Work item :: Give again, exactly as written, each line of the material below starting at the line that contains "content:''; position:absolute; top:37px;" and ending at the line that contains "margin:0; padding:0; list-style:none". Both ends count, and no other line does.

Available records ::
+++++
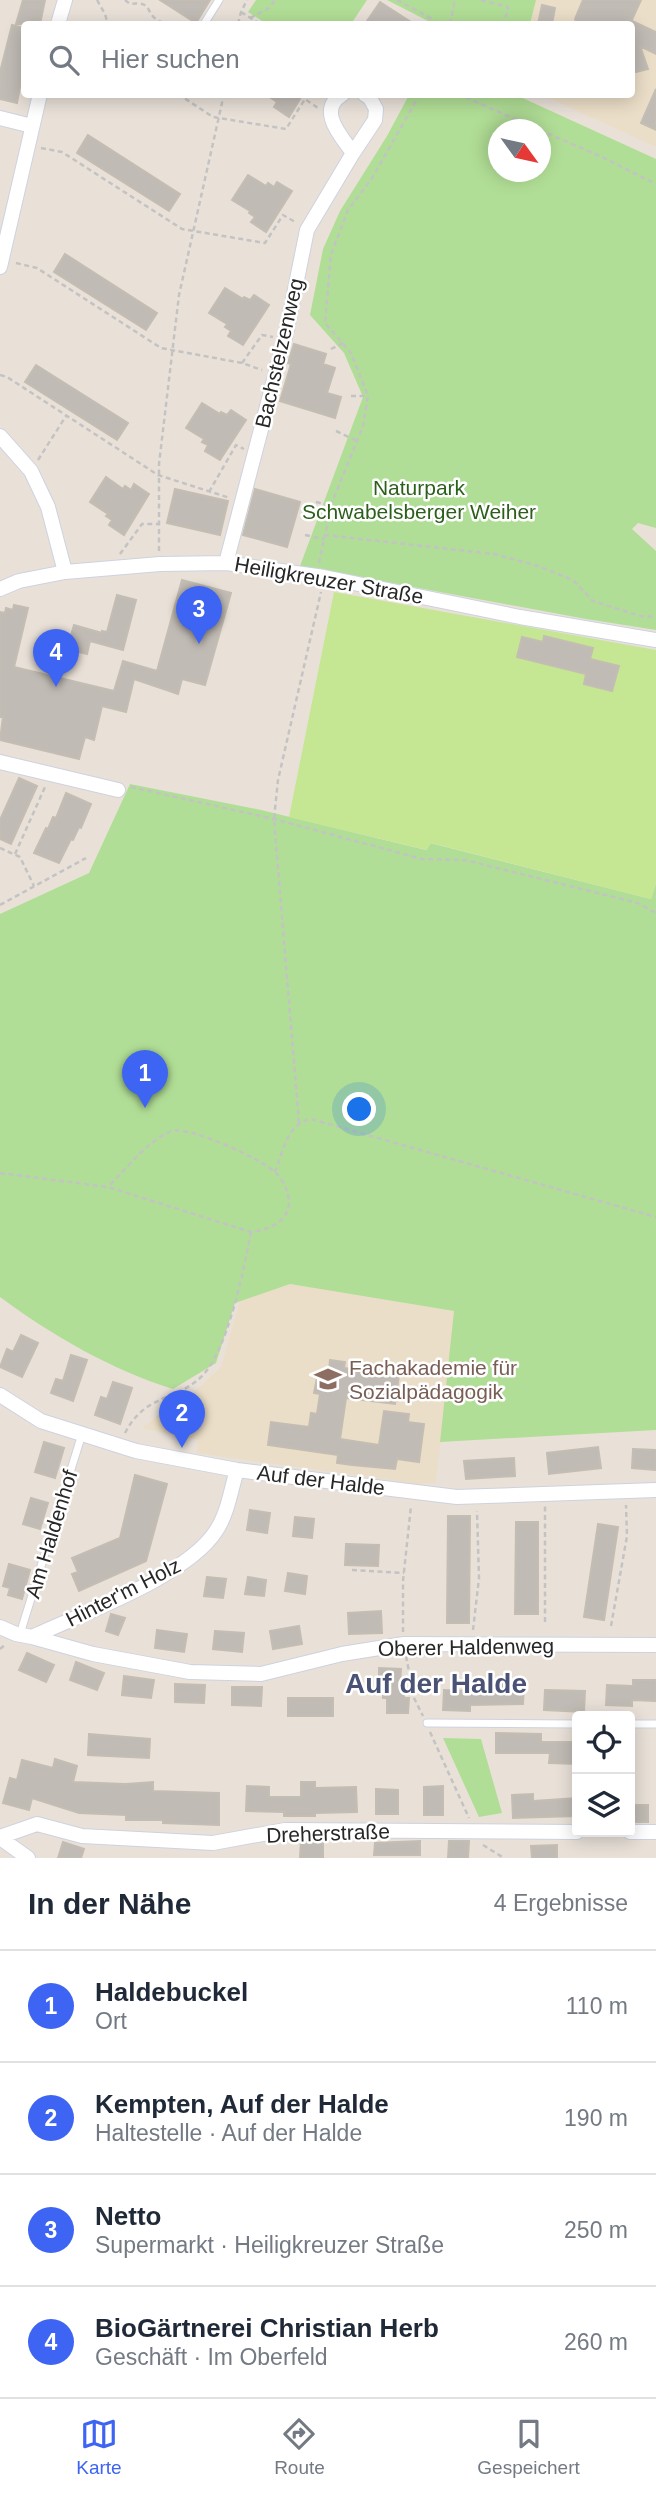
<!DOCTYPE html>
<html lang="de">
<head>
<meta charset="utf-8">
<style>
	:root { --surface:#fff; --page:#f2f2f3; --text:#1f2937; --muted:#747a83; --line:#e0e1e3; --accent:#3d64f2 }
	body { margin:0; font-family:Arial,sans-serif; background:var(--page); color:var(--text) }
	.controls { position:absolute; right:21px; bottom:21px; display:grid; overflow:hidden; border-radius:7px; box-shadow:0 4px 18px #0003 }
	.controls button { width:63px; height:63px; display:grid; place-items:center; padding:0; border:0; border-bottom:2px solid var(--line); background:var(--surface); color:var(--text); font:35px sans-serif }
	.compass { position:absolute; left:488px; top:119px; width:63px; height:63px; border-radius:50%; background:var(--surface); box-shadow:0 4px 18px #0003; rotate:123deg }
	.you { position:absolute; left:360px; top:1110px; width:24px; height:24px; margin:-18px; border:5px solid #fff; border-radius:50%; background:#1a73e8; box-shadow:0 0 0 10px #1a73e833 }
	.badge { display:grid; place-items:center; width:46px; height:46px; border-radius:50%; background:var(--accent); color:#fff; font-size:23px; font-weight:700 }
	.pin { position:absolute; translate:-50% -58px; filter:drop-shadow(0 2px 4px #0008) }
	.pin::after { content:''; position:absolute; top:37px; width:24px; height:21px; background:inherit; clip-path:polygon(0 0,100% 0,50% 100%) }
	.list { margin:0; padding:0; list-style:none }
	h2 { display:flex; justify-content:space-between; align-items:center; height:91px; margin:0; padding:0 28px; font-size:30px }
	h2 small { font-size:23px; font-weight:400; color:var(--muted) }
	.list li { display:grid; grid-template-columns:46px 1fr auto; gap:21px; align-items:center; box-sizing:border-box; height:112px; padding:0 28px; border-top:2px solid var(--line) }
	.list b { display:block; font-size:26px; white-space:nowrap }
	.list p { margin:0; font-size:23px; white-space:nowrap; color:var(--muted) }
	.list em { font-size:23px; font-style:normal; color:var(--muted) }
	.icon { flex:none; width:38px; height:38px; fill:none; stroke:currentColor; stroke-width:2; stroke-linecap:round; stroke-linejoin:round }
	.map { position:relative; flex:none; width:656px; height:1858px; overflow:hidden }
	.search { position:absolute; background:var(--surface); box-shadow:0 4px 18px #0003; left:21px; right:21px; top:21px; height:77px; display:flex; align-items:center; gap:18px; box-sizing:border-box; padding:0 24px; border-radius:7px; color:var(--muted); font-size:26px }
	.sheet { height:539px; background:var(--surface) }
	nav { display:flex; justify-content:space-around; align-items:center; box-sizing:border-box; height:98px; border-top:2px solid var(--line); background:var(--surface); font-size:19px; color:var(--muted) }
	nav a { display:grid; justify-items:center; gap:4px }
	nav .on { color:var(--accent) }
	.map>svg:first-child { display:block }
	.education { fill:#ebdec8 }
	.green { fill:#b1de96; fill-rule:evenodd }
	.pitch { fill:#c5e692 }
	.building { fill:#c1bbb5; stroke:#c4bdb3; stroke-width:2 }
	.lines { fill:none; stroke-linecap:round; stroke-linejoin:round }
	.service-casing { stroke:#ced2e0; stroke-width:9 }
	.minor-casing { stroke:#ced2e0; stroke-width:16 }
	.path { stroke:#c3c3c3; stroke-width:2.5; stroke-dasharray:5 3.5; stroke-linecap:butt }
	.service { stroke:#fff; stroke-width:7 }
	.minor { stroke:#fff; stroke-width:14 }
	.labels { text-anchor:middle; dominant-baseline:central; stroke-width:5; stroke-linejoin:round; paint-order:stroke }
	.street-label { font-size:21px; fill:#272727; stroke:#fff }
	.park-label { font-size:21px; fill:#2c5f1b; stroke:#fff }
	.education-label { font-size:21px; fill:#785e54; stroke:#fff; text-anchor:start }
	.district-label { font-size:28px; font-weight:bold; fill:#4a5375; stroke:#fff }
</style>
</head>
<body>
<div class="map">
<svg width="656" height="1858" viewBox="0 0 656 1858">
	<rect width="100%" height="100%" fill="#e9e1d8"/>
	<path class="education" d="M536,0h120v147l-114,-52 90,-1v-70h-102z
		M290,1284l165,27 -19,172 -19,1 -220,-31 1,-13 -56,-12 21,-17 32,-20 26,-24 19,-66z"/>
	<path class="green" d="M256,0h111l-16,24h-84l-19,-12z
		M387,0h149l-6,24h-102v-3z
		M409,95h107l140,64v369l-18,-5 -6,6 24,22v79l-70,-11 -286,-53 63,-169 -19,-44 -34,-38 13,-66 17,-38 47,-75zM498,130h42v42h-42z
		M130,784l131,26 165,40 4,-7 221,56 5,-16v547l-216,12 14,-131 -164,-27 -55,19 -19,60 -43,26c-61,-19 -122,-54 -173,-92v-383l89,-41z
		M443,1738l38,1 21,74 -23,4z"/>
	<path class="pitch" d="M334,592l322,58v233l-5,16 -220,-56 -4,7 -138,-33z"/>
	<path class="building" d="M23,0h22l-5,24h-24z
		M160,0h50l-14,23z
		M583,0h58l-11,24h-53l-2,-5z
		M380,2l34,22h-49z
		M542,5l13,3 -3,16h-14z
		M632,21l24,11v22l-16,-8 8,23 -16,4z
		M12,25l12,3v37l-7,38 -17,-4v-27z
		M656,89v41l-15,-7z
		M265,94h28l7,5 -11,18 -15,-10 3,-5z
		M88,135l92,59 -11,17 -92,-58z
		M248,175l18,11 2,-3 6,4 3,-5 15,9 -26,41 -15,-10 4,-5 -6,-4 1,-2 -18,-11z
		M65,254l92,59 -11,17 -92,-58z
		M225,288l18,11 1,-2 6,3 4,-5 15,10 -26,40 -15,-9 3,-5 -6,-4 2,-3 -18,-11z
		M294,344l32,10 -3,10 12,4 -8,25 14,4 -6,21 -55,-17 11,-37 -3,-1z
		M36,365l92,58 -11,17 -92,-58z
		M202,403l18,11 1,-2 6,3 4,-5 15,10 -26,40 -15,-9 3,-6 -6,-3 2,-3 -18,-11z
		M106,477l17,12 2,-3 6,4 3,-6 15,10 -25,41 -15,-10 3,-5 -6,-4 2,-2 -18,-12z
		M175,489l53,12 -8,34 -53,-12z
		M255,489l45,13 -13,45 -44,-12z
		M182,580l49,13 -26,92 -23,-6 -4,15 -44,-15 -8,33 -24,-6 -8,34 -9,-3 -6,22 -79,-19 3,-23h-3v-105l5,1 1,-5 7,2 1,-5 14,3 -14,59 100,24 9,-30 34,10z
		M117,595l19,5 -13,50 -33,-9 -3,13 -20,-5 7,-24 28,8v-2l5,1z
		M544,636l49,12 -3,11 29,7 -7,25 -28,-7 2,-10 -69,-17 5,-20 21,5z
		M19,778l18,8 -26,58 -11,-5v-19z
		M66,793l25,11 -10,24 -2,-1 -6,13 -2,-1 -12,24 -25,-10 12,-25 2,1 5,-12 3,1z
		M21,1335l17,8 -16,34 -22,-10 7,-18 6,3z
		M71,1355l16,5 -14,41 -22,-8 5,-14 7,2z
		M330,1360l15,2 -1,6 55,7 -4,29 -49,-6 -6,41 39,6 5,-34 25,3 -1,8 16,2 -5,38 -22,-3 -2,10 -43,-4 -15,-2 1,-8 -70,-10 3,-23 38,5 2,-14 6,1 3,-20 -6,-1 3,-15 11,1z
		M113,1382l19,6 -12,36 -25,-9 6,-18 6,2z
		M44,1442l20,6 -9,30 -20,-6z
		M598,1447l3,21 -52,6 -2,-21z
		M633,1449l23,1v20l-24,-2z
		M514,1458l1,18 -49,3 -2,-18z
		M135,1475l32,9 -21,77 -67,30 -7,-17 6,-2 -6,-14 48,-20z
		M31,1498l17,5 -8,26 -17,-5z
		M250,1510l20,3 -3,20 -20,-3z
		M448,1516h22l-1,107h-22z
		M295,1517l19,2 -2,19 -19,-2z
		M516,1522h22v92h-23z
		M598,1524l20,3 -14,93 -20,-3z
		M346,1544l33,1 -1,21 -33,-1z
		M9,1564l21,6 -8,29 -14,-4 2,-7 -7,-2z
		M288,1573l19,3 -2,18 -20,-3z
		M207,1577l19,2 -3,19 -19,-2z
		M248,1577l18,3 -2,16 -19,-2z
		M381,1611l1,22 -33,1 -1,-21z
		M111,1614l14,4 -7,17 -12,-4z
		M299,1626l3,18 -29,5 -3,-18z
		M157,1630l30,4 -3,18 -29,-4z
		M215,1631l29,2 -2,19 -29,-3z
		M27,1653l27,12 -8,17 -27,-12z
		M76,1662l28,11 -7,17 -27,-10z
		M379,1668l22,1 -1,14h5l-1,15h5l-1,15h-21v-15h-4v-15h-4z
		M124,1676l30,4 -3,18 -29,-3z
		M633,1680h23v21l-24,-1v6l-26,-1 1,-20 26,1z
		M497,1683h27l-1,21 -53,1v6l-27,-1 1,-20 26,1 1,-6 26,1z
		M175,1684l30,1 -1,18 -29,-1z
		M232,1687h30l-1,19 -29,-1z
		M545,1690l40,1 -1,21 -40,-2z
		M288,1698h45v18h-45z
		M496,1733l45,1v8h36v22l-28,-1 1,-10h-54z
		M89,1734l61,5 -1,19 -61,-3z
		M55,1759l22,7 -4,16 53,2 27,-2v9l66,2v32l-56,-2v-3h-37v-5l-47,-2 -47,-15 -3,12 -26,-7 7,-25 7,2 5,-20 31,8z
		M301,1782h14v6l41,-1 1,25 -42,1v3h-31v-4l-38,-1 1,-25 22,1v10h32z
		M443,1786v29h-19v-28z
		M376,1789l22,1v24h-22z
		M533,1794v7l44,-3v18l-64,2 -1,-23z
		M630,1805h18v17h-18z
		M301,1840h22v18h-23z
		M420,1841v14h-46l1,-12z
		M449,1841h20l-1,17h-20z
		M63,1842l21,7 -3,9h-23z
		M557,1845v13h-25l-1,-12z"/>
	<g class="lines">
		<defs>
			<path id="service" d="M204,24l15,-24
				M20,1634l62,-200
				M427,1723l150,1
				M630,1724h26"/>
			<path id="minor" d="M58,24l7,-24
				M343,94c-27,16 -2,42 10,59
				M0,118l32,8
				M0,267l40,-173
				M0,436l31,35 17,36 17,65
				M226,563l60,-229 21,-104 46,-77 22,-33 1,-11 -6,-11 -6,-4
				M0,589l19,-8 46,-9 95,-8 66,-1 98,14 196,40 136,23
				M0,762l118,28
				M0,1395l41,26 95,30 101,19 220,27 199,-7
				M0,1627l16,7 16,3c51,-24 154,-60 184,-106 12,-18 15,-42 21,-61
				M32,1637l61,17 97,18 71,2 81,-20 62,-10 252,1
				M630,1832h26
				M0,1837l37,-13 45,12 131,7 72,-13 292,2
				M0,1838l28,20"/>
		</defs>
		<use href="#service" class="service-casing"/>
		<use href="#minor" class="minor-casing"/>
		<path class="path" d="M97,0l8,14 2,7 -2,3
			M125,0l5,4c24,-3 14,9 29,17 6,3 13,3 19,3
			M397,0l32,17 9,7
			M481,0l27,7 -4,17
			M241,12l19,12
			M250,18l19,-10 6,-8
			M238,24l3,-12 6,-12
			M450,24l5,-24
			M178,94l35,23 73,12 19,-30 13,9
			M420,94l-48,84 -24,32 -17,44 -6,69 26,30 17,43 -5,30 -32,79 -6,30 169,19 44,12 35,14 20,21 47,15 16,1
			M458,94l82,36
			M540,130l62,27 54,27
			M41,148l21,4 120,77 83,14 18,-28 14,8
			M16,263l21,5 124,80 81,15 20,7
			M331,349l12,-6
			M242,363l20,-28 11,2
			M0,375l7,2 151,98 72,23
			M351,396h17
			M336,431l21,10
			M38,460l28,-44
			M209,492l27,-47 8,4
			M316,502l13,3
			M305,535l19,4
			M159,551v-87l20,-169 45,-201
			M120,554l22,-30h16
			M319,563l6,-28
			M131,787l143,32 148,40 43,1 173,43 18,10
			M0,848l20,9 14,29
			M15,854l30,-67
			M0,905l86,-47
			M299,1123l-25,-304 4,-39 43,-188
			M275,1172c8,-20 12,-49 36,-53l345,98
			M0,1173l108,14 143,45c11,-1 26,-6 33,-15 10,-13 3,-33 -8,-44 -14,-14 -86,-47 -104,-42 -22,7 -47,39 -64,56
			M125,1433c20,-39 51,-32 76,-56 27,-26 43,-109 50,-145
			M352,1570l52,3
			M545,1622v-116
			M611,1626l16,-90 -1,-31
			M473,1630l6,-52 -2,-67
			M403,1632v-51l8,-75
			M0,1649l6,-5
			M406,1656l8,42 9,18
			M430,1732l39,86
			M483,1845l21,13"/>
		<use href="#service" class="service"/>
		<use href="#minor" class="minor"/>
	</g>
	<defs>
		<symbol id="university-bare" viewBox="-9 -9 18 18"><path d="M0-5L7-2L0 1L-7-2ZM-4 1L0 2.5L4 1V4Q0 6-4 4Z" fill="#8d6e63" stroke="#fff" stroke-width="2.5" paint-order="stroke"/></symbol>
	</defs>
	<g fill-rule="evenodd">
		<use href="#university-bare" x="309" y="1360" width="38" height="38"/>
	</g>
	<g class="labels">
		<g class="street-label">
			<text transform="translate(279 353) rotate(-77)">Bachstelzenweg</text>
			<text transform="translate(329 580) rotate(10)">Heiligkreuzer Straße</text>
			<text transform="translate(321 1480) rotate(7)">Auf der Halde</text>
			<text transform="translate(51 1534) rotate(-73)">Am Haldenhof</text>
			<text transform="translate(123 1592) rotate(-27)">Hinter'm Holz</text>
			<text transform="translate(466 1647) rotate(-1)">Oberer Haldenweg</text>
			<text transform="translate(328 1833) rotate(-2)">Dreherstraße</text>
		</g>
		<g class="park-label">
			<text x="419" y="487">Naturpark<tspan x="419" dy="24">Schwabelsberger Weiher</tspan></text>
		</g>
		<g class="education-label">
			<text x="349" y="1367">Fachakademie für<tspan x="349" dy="24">Sozialpädagogik</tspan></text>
		</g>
		<g class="district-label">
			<text x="436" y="1683">Auf der Halde</text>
		</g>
	</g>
</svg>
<div class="controls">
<button><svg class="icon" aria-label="locate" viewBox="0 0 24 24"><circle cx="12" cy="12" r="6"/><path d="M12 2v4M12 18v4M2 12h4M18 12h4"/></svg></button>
<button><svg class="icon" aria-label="layers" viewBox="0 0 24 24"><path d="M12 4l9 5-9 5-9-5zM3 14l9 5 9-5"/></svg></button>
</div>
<svg class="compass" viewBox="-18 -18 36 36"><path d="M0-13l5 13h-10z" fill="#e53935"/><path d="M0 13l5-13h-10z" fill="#747a83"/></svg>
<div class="you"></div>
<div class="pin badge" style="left:145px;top:1108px">1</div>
<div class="pin badge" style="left:182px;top:1448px">2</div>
<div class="pin badge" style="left:199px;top:644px">3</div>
<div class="pin badge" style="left:56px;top:687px">4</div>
<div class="search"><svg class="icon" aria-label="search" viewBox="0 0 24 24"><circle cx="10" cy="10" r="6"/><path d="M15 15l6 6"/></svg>Hier suchen</div>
</div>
<section class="sheet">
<h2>In der Nähe<small>4 Ergebnisse</small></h2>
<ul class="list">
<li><span class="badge">1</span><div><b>Haldebuckel</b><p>Ort</p></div><em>110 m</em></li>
<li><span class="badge">2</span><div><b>Kempten, Auf der Halde</b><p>Haltestelle · Auf der Halde</p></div><em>190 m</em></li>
<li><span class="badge">3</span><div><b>Netto</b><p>Supermarkt · Heiligkreuzer Straße</p></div><em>250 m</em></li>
<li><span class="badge">4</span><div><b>BioGärtnerei Christian Herb</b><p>Geschäft · Im Oberfeld</p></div><em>260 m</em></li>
</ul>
</section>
<nav>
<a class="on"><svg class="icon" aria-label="map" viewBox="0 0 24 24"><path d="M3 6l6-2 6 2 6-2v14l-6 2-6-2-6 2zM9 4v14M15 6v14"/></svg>Karte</a>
<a><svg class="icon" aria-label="directions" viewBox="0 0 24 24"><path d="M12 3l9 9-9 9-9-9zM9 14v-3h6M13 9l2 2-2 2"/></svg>Route</a>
<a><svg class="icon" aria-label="saved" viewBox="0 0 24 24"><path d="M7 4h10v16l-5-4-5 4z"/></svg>Gespeichert</a>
</nav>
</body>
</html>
+++++
Response ::
	.pin::after { content:''; position:absolute; top:37px; width:24px; height:21px; background:inherit; clip-path:polygon(0 0,100% 0,50% 100%) }
	.list { margin:0; padding:0; list-style:none }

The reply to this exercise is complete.